__To do__: Leaving the pictures aside, repeat each line below exactly.

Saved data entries
· · ·

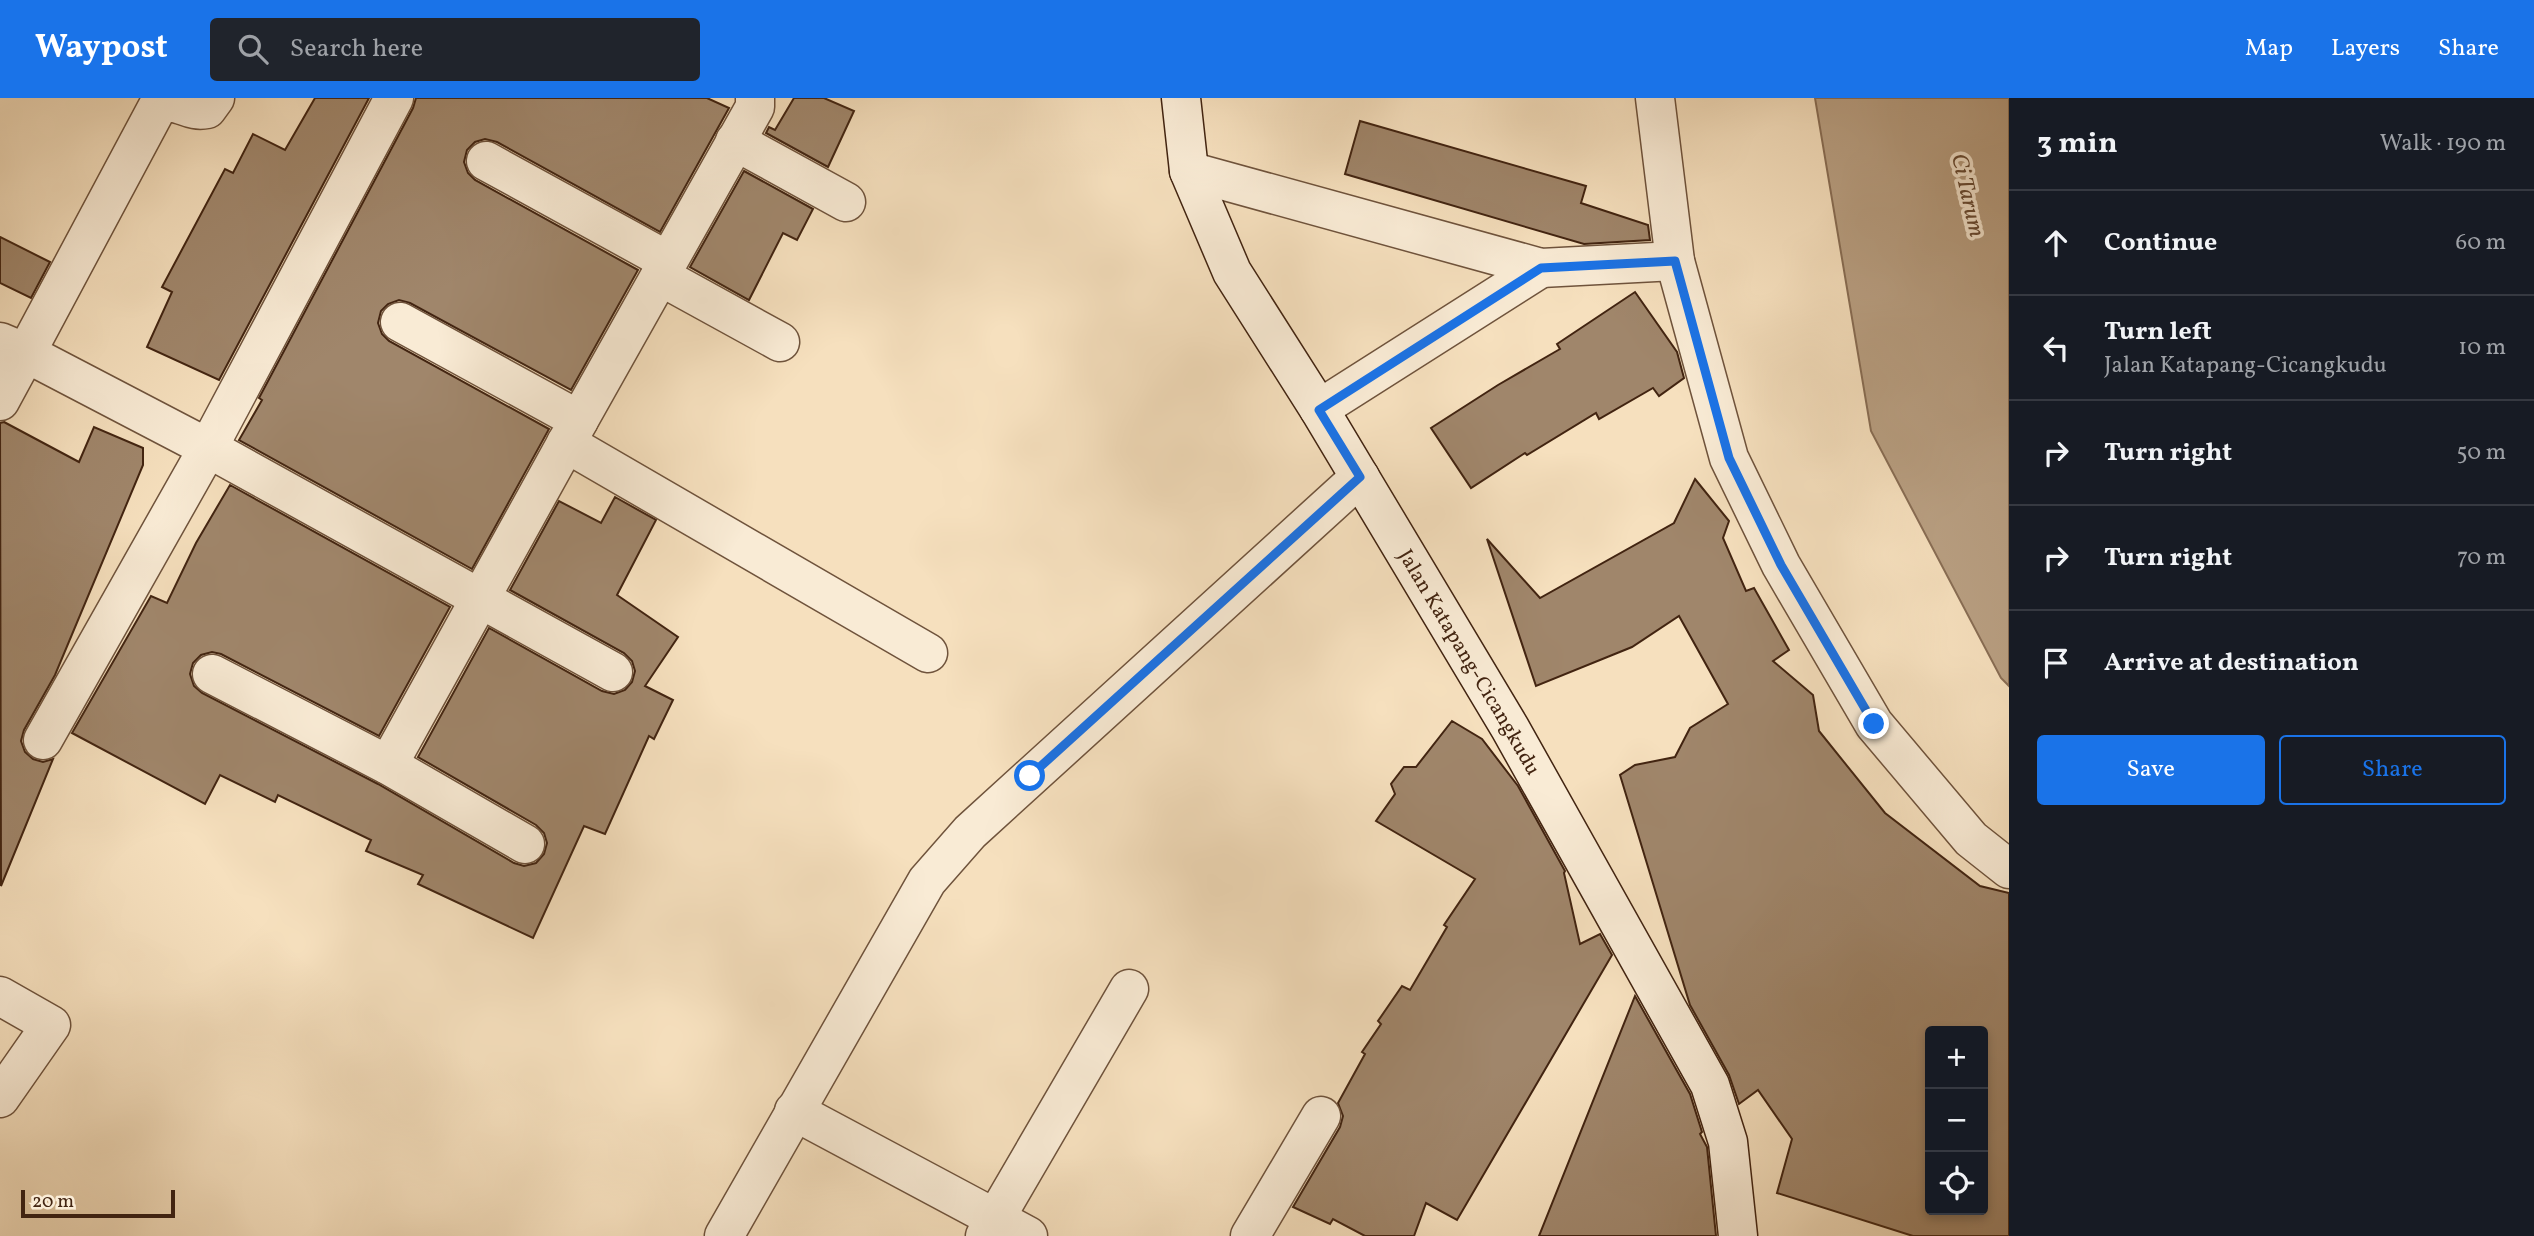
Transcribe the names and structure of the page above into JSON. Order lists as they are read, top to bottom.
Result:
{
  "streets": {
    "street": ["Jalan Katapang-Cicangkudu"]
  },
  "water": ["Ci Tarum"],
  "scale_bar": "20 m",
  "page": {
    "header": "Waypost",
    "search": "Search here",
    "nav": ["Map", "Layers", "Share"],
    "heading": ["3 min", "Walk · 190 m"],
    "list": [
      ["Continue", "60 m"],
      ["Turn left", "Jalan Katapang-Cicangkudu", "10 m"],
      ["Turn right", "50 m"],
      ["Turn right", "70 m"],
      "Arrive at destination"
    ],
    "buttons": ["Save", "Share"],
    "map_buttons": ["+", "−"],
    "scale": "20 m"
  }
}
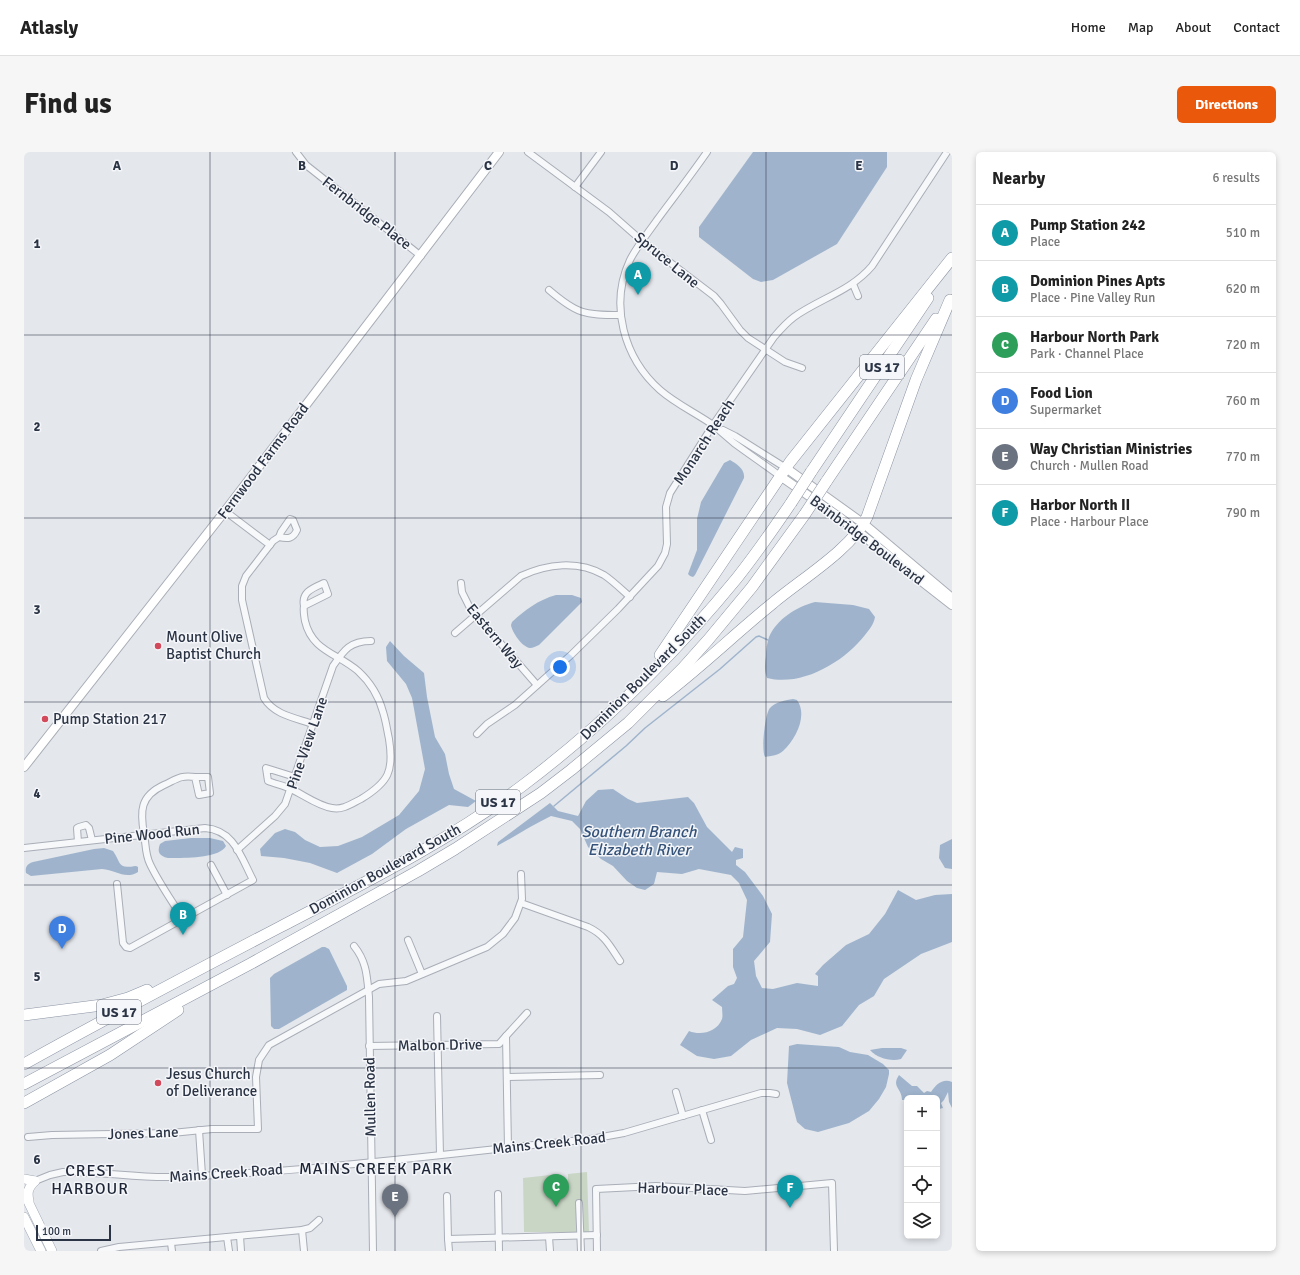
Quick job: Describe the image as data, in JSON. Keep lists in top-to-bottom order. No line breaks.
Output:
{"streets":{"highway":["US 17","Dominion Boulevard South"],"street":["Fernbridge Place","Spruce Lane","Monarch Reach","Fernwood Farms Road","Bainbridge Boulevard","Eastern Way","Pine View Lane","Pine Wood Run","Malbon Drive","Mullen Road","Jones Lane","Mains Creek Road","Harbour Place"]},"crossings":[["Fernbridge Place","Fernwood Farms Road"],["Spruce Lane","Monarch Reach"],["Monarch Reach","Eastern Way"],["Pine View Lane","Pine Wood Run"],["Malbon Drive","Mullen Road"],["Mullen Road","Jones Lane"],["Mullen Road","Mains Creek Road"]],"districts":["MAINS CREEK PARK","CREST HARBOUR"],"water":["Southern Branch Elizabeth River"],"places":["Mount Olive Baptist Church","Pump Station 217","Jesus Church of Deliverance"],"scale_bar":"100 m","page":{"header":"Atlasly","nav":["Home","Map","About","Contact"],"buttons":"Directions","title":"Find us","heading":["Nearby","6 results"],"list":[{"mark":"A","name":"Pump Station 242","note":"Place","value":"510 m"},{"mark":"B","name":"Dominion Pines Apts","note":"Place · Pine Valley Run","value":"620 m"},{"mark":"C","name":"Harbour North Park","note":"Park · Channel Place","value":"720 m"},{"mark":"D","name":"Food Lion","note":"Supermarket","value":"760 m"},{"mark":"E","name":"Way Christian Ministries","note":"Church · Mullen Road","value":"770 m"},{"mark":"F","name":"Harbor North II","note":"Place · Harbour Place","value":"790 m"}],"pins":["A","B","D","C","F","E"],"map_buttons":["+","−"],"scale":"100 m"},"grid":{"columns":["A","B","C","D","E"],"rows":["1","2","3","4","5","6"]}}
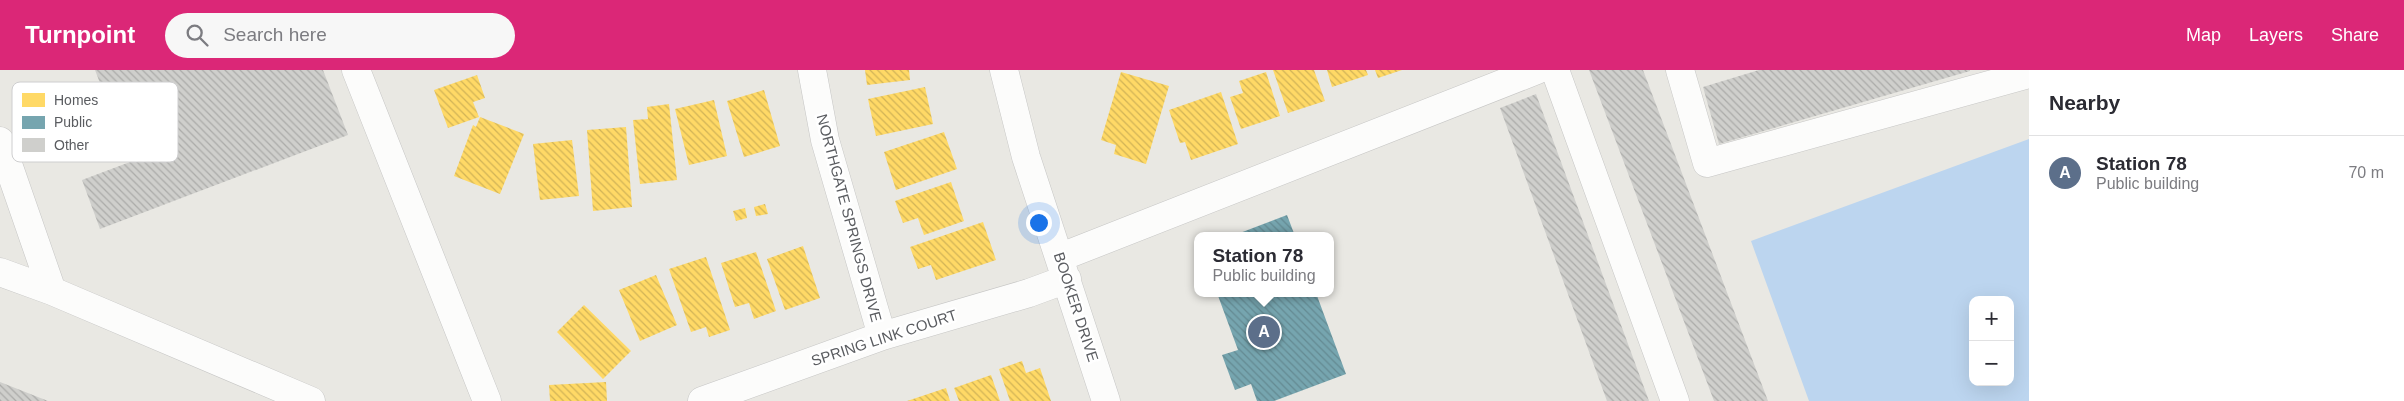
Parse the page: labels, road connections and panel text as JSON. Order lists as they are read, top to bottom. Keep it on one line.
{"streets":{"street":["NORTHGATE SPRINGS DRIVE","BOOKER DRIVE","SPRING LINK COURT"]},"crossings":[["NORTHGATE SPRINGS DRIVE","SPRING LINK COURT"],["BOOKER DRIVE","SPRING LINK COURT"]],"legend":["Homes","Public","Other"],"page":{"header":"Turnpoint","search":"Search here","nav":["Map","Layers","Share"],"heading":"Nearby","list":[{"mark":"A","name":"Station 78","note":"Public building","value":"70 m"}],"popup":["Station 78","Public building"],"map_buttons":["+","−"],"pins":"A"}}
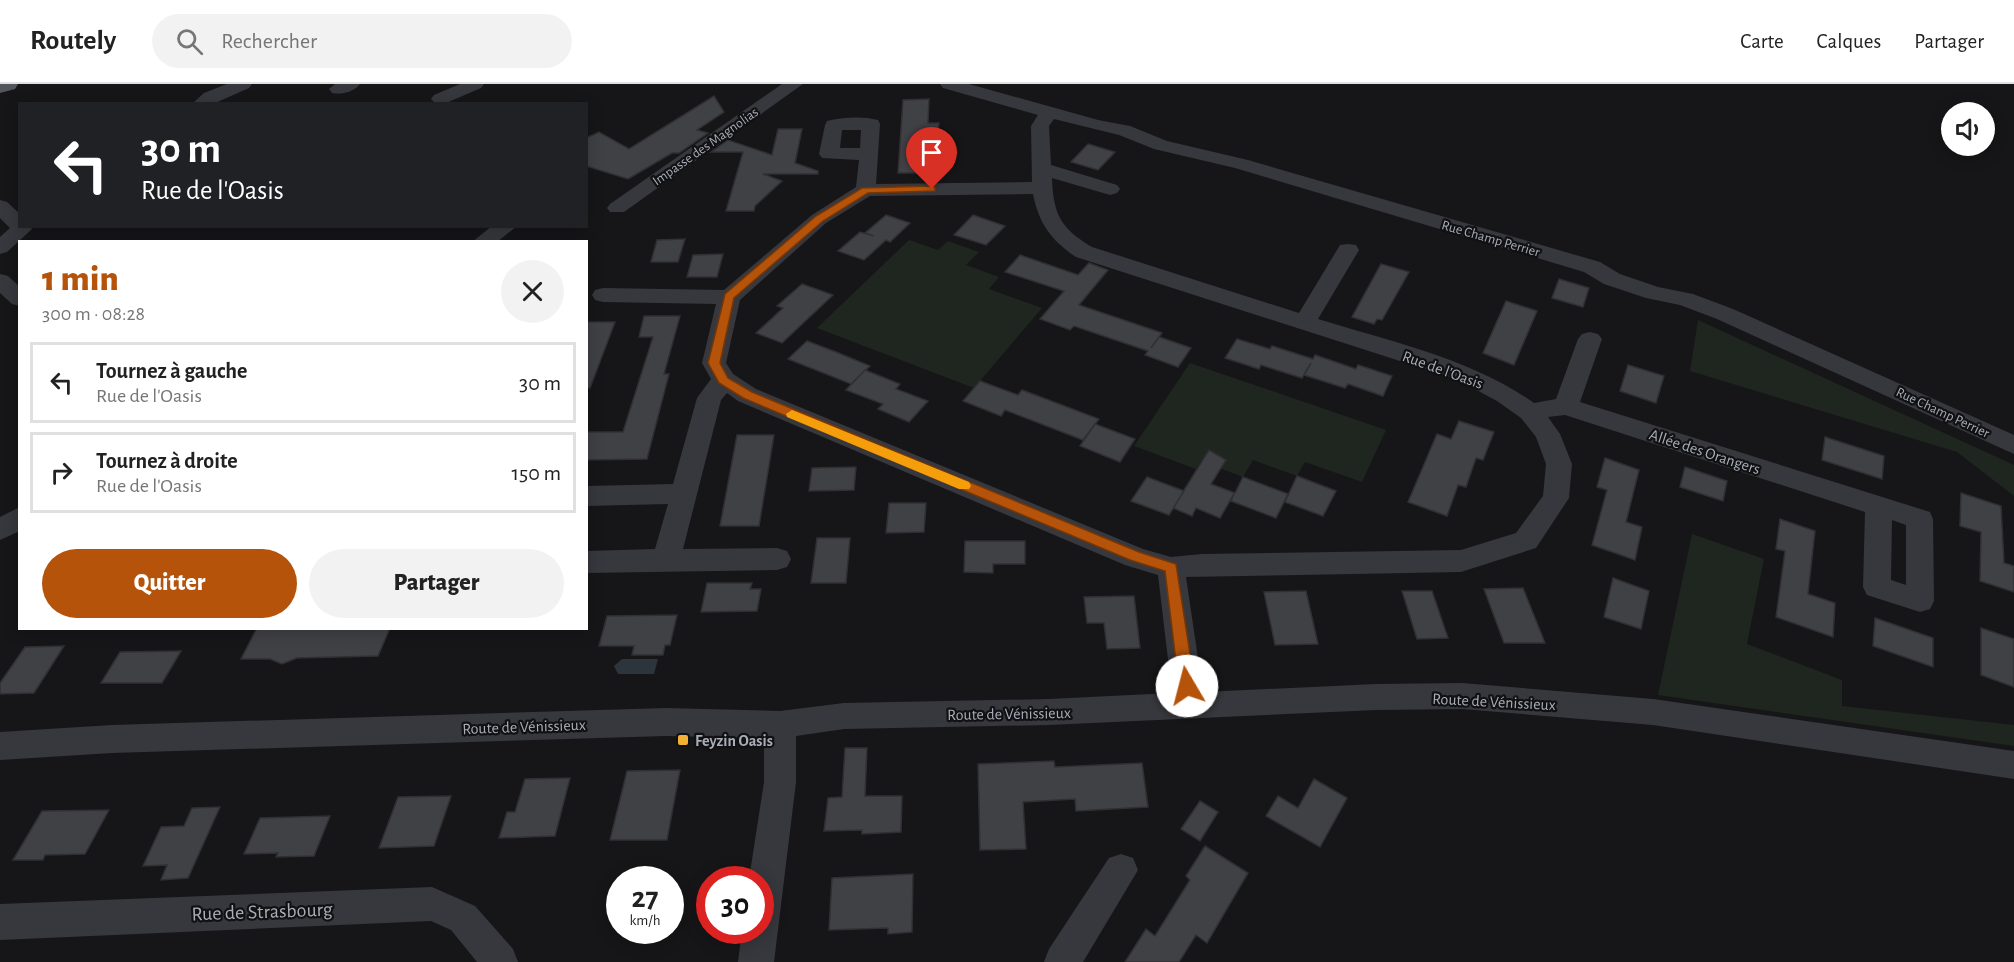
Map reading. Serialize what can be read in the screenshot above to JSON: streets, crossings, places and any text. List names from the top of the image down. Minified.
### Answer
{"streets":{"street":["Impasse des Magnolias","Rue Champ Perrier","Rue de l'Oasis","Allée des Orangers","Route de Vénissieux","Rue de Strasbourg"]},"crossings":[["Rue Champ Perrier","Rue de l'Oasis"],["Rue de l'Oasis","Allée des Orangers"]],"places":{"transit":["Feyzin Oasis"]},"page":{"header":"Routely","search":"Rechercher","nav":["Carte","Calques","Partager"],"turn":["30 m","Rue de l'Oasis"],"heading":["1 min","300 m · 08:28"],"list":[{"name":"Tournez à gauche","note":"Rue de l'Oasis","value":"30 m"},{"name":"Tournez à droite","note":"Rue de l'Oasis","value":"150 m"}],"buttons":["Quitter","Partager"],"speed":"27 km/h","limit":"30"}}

· · ·

__Response to the task__:
Transcribe the names and structure of the page above into JSON. Order lists as they are read, top to bottom.
Result:
{
  "streets": {
    "street": ["Jalan Katapang-Cicangkudu"]
  },
  "water": ["Ci Tarum"],
  "scale_bar": "20 m",
  "page": {
    "header": "Waypost",
    "search": "Search here",
    "nav": ["Map", "Layers", "Share"],
    "heading": ["3 min", "Walk · 190 m"],
    "list": [
      ["Continue", "60 m"],
      ["Turn left", "Jalan Katapang-Cicangkudu", "10 m"],
      ["Turn right", "50 m"],
      ["Turn right", "70 m"],
      "Arrive at destination"
    ],
    "buttons": ["Save", "Share"],
    "map_buttons": ["+", "−"],
    "scale": "20 m"
  }
}
Quick job: Describe the image as data, in JSON. Keep lists in top-to-bottom order. No line breaks.
Output:
{"streets":{"highway":["US 17","Dominion Boulevard South"],"street":["Fernbridge Place","Spruce Lane","Monarch Reach","Fernwood Farms Road","Bainbridge Boulevard","Eastern Way","Pine View Lane","Pine Wood Run","Malbon Drive","Mullen Road","Jones Lane","Mains Creek Road","Harbour Place"]},"crossings":[["Fernbridge Place","Fernwood Farms Road"],["Spruce Lane","Monarch Reach"],["Monarch Reach","Eastern Way"],["Pine View Lane","Pine Wood Run"],["Malbon Drive","Mullen Road"],["Mullen Road","Jones Lane"],["Mullen Road","Mains Creek Road"]],"districts":["MAINS CREEK PARK","CREST HARBOUR"],"water":["Southern Branch Elizabeth River"],"places":["Mount Olive Baptist Church","Pump Station 217","Jesus Church of Deliverance"],"scale_bar":"100 m","page":{"header":"Atlasly","nav":["Home","Map","About","Contact"],"buttons":"Directions","title":"Find us","heading":["Nearby","6 results"],"list":[{"mark":"A","name":"Pump Station 242","note":"Place","value":"510 m"},{"mark":"B","name":"Dominion Pines Apts","note":"Place · Pine Valley Run","value":"620 m"},{"mark":"C","name":"Harbour North Park","note":"Park · Channel Place","value":"720 m"},{"mark":"D","name":"Food Lion","note":"Supermarket","value":"760 m"},{"mark":"E","name":"Way Christian Ministries","note":"Church · Mullen Road","value":"770 m"},{"mark":"F","name":"Harbor North II","note":"Place · Harbour Place","value":"790 m"}],"pins":["A","B","D","C","F","E"],"map_buttons":["+","−"],"scale":"100 m"},"grid":{"columns":["A","B","C","D","E"],"rows":["1","2","3","4","5","6"]}}
Parse the page: labels, road connections and panel text as JSON. Order lists as they are read, top to bottom. Keep it on one line.
{"streets":{"street":["NORTHGATE SPRINGS DRIVE","BOOKER DRIVE","SPRING LINK COURT"]},"crossings":[["NORTHGATE SPRINGS DRIVE","SPRING LINK COURT"],["BOOKER DRIVE","SPRING LINK COURT"]],"legend":["Homes","Public","Other"],"page":{"header":"Turnpoint","search":"Search here","nav":["Map","Layers","Share"],"heading":"Nearby","list":[{"mark":"A","name":"Station 78","note":"Public building","value":"70 m"}],"popup":["Station 78","Public building"],"map_buttons":["+","−"],"pins":"A"}}
Map reading. Serialize what can be read in the screenshot above to JSON: streets, crossings, places and any text. List names from the top of the image down. Minified.
### Answer
{"streets":{"street":["Impasse des Magnolias","Rue Champ Perrier","Rue de l'Oasis","Allée des Orangers","Route de Vénissieux","Rue de Strasbourg"]},"crossings":[["Rue Champ Perrier","Rue de l'Oasis"],["Rue de l'Oasis","Allée des Orangers"]],"places":{"transit":["Feyzin Oasis"]},"page":{"header":"Routely","search":"Rechercher","nav":["Carte","Calques","Partager"],"turn":["30 m","Rue de l'Oasis"],"heading":["1 min","300 m · 08:28"],"list":[{"name":"Tournez à gauche","note":"Rue de l'Oasis","value":"30 m"},{"name":"Tournez à droite","note":"Rue de l'Oasis","value":"150 m"}],"buttons":["Quitter","Partager"],"speed":"27 km/h","limit":"30"}}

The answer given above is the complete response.